Problem: Your answer should repeat every line of the records below in which the word "halo" appears.

Collected data entries:
-*-*-
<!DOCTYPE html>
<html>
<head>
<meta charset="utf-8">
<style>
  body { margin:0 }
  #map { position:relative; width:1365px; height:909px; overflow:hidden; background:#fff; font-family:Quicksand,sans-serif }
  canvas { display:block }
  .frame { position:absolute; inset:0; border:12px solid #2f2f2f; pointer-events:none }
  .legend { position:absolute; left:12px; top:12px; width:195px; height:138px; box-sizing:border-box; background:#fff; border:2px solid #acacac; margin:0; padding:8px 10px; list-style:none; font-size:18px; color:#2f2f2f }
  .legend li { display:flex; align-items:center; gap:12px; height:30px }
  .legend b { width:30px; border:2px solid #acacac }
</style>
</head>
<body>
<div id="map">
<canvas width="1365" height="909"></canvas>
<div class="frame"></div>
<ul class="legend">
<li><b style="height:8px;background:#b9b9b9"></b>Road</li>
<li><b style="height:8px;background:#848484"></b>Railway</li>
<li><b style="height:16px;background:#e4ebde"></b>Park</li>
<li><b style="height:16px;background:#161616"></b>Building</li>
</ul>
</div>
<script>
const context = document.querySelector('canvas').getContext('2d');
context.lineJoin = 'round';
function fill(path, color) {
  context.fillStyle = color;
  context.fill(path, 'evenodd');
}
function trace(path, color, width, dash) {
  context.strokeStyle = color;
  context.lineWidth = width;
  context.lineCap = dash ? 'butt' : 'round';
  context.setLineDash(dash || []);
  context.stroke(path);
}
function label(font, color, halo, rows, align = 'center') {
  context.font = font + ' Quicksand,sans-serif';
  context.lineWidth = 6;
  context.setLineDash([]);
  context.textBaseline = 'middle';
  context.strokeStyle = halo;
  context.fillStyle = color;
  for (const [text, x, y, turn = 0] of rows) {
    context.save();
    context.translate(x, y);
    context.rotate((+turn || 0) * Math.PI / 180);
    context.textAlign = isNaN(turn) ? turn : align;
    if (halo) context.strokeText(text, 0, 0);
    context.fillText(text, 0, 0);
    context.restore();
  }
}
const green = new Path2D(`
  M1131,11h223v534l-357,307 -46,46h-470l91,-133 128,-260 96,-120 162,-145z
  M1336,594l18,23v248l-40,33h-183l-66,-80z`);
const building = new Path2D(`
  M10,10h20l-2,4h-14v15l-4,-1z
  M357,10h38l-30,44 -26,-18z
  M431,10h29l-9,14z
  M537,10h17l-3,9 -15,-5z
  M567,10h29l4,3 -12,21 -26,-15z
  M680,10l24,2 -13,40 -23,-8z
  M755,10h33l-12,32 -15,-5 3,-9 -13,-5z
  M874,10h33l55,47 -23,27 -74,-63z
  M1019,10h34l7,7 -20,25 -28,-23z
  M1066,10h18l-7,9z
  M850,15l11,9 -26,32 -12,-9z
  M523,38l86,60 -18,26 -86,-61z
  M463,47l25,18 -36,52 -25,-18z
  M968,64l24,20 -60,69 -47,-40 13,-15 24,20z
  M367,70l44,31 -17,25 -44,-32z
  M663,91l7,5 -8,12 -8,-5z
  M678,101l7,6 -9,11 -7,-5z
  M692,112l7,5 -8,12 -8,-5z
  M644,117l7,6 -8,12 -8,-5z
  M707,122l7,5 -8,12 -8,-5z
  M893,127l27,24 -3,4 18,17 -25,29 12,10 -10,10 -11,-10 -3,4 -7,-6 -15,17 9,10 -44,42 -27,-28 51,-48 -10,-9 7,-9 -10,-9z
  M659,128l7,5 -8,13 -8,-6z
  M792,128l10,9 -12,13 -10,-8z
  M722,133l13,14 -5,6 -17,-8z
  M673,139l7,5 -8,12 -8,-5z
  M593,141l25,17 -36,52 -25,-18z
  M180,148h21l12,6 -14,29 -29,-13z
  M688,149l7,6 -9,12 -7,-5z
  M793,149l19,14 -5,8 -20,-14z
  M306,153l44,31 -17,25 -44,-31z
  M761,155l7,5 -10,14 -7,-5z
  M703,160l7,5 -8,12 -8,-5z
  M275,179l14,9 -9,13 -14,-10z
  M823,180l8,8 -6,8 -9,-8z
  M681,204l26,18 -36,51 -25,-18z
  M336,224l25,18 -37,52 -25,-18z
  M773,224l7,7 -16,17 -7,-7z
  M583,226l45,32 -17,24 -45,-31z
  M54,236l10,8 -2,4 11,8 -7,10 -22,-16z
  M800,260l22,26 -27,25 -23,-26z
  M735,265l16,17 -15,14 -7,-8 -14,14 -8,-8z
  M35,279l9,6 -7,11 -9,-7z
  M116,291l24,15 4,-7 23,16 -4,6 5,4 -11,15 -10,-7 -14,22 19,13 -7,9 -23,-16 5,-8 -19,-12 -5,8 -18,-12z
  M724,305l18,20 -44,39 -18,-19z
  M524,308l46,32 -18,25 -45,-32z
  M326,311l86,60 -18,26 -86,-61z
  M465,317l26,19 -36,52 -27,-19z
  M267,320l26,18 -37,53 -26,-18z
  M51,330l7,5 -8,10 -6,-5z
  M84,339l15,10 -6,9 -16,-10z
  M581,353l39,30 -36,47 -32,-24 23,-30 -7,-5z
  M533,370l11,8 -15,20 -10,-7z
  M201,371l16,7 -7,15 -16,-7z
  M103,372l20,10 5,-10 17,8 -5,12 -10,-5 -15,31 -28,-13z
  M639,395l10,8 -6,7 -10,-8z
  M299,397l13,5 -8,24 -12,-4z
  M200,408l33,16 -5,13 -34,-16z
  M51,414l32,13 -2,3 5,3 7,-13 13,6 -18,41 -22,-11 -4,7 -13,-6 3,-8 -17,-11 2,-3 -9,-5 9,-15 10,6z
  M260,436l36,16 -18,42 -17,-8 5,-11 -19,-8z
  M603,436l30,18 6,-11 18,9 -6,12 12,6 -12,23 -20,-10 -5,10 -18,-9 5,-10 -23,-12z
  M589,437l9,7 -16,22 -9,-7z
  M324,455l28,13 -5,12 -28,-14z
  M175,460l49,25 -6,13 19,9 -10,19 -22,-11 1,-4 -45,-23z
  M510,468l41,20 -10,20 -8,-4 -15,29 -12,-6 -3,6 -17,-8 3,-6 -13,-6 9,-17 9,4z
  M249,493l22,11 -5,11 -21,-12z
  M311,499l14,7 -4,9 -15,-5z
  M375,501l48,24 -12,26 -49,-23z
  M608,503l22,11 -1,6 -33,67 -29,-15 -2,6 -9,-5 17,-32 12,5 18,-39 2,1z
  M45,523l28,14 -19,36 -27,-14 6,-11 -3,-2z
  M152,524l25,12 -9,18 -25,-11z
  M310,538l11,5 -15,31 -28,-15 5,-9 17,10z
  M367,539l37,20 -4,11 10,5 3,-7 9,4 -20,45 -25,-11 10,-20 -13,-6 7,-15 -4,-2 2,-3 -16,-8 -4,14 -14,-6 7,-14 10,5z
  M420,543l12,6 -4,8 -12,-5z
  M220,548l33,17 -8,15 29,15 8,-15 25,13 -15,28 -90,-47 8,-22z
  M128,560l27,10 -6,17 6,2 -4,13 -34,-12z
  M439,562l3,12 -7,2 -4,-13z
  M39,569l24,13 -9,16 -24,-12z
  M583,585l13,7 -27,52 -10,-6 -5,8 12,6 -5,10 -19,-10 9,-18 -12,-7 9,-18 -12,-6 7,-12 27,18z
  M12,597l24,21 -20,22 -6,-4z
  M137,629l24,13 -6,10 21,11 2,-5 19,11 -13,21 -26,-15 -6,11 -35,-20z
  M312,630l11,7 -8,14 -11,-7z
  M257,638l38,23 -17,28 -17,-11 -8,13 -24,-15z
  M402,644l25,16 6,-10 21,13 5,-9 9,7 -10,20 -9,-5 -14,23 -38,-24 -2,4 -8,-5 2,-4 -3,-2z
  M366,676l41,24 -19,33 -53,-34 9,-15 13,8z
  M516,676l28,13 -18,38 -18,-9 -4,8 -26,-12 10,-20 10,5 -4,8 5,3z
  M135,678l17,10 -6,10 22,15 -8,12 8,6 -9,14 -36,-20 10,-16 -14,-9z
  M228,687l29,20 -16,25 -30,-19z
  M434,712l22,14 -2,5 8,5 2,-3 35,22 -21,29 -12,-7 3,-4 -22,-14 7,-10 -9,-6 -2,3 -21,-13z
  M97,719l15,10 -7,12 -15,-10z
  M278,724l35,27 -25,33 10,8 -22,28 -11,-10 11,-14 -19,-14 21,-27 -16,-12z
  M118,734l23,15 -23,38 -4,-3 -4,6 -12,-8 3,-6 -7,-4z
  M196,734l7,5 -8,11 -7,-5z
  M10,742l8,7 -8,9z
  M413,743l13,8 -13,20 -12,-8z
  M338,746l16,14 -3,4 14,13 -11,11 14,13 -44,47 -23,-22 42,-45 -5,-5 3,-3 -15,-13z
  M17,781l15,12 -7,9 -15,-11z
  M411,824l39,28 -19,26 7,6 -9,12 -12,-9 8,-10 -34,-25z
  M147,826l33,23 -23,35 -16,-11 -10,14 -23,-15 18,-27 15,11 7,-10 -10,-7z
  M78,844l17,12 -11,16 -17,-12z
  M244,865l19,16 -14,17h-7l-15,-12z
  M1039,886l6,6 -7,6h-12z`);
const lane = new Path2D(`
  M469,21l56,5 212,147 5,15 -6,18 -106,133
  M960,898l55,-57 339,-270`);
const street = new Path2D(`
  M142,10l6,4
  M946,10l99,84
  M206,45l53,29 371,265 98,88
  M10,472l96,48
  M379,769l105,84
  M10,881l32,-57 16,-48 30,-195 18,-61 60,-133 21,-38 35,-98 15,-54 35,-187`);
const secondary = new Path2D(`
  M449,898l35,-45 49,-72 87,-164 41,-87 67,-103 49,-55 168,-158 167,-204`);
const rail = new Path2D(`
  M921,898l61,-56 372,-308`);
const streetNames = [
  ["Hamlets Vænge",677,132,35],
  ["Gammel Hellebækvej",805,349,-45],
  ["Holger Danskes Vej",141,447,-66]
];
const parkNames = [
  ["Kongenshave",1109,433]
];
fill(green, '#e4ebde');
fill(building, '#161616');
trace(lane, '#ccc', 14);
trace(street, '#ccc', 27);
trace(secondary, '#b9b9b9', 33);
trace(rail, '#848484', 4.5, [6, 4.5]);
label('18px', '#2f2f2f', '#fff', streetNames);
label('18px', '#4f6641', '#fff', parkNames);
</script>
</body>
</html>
-*-*-
Output of the exercise:
function label(font, color, halo, rows, align = 'center') {
  context.strokeStyle = halo;
    if (halo) context.strokeText(text, 0, 0);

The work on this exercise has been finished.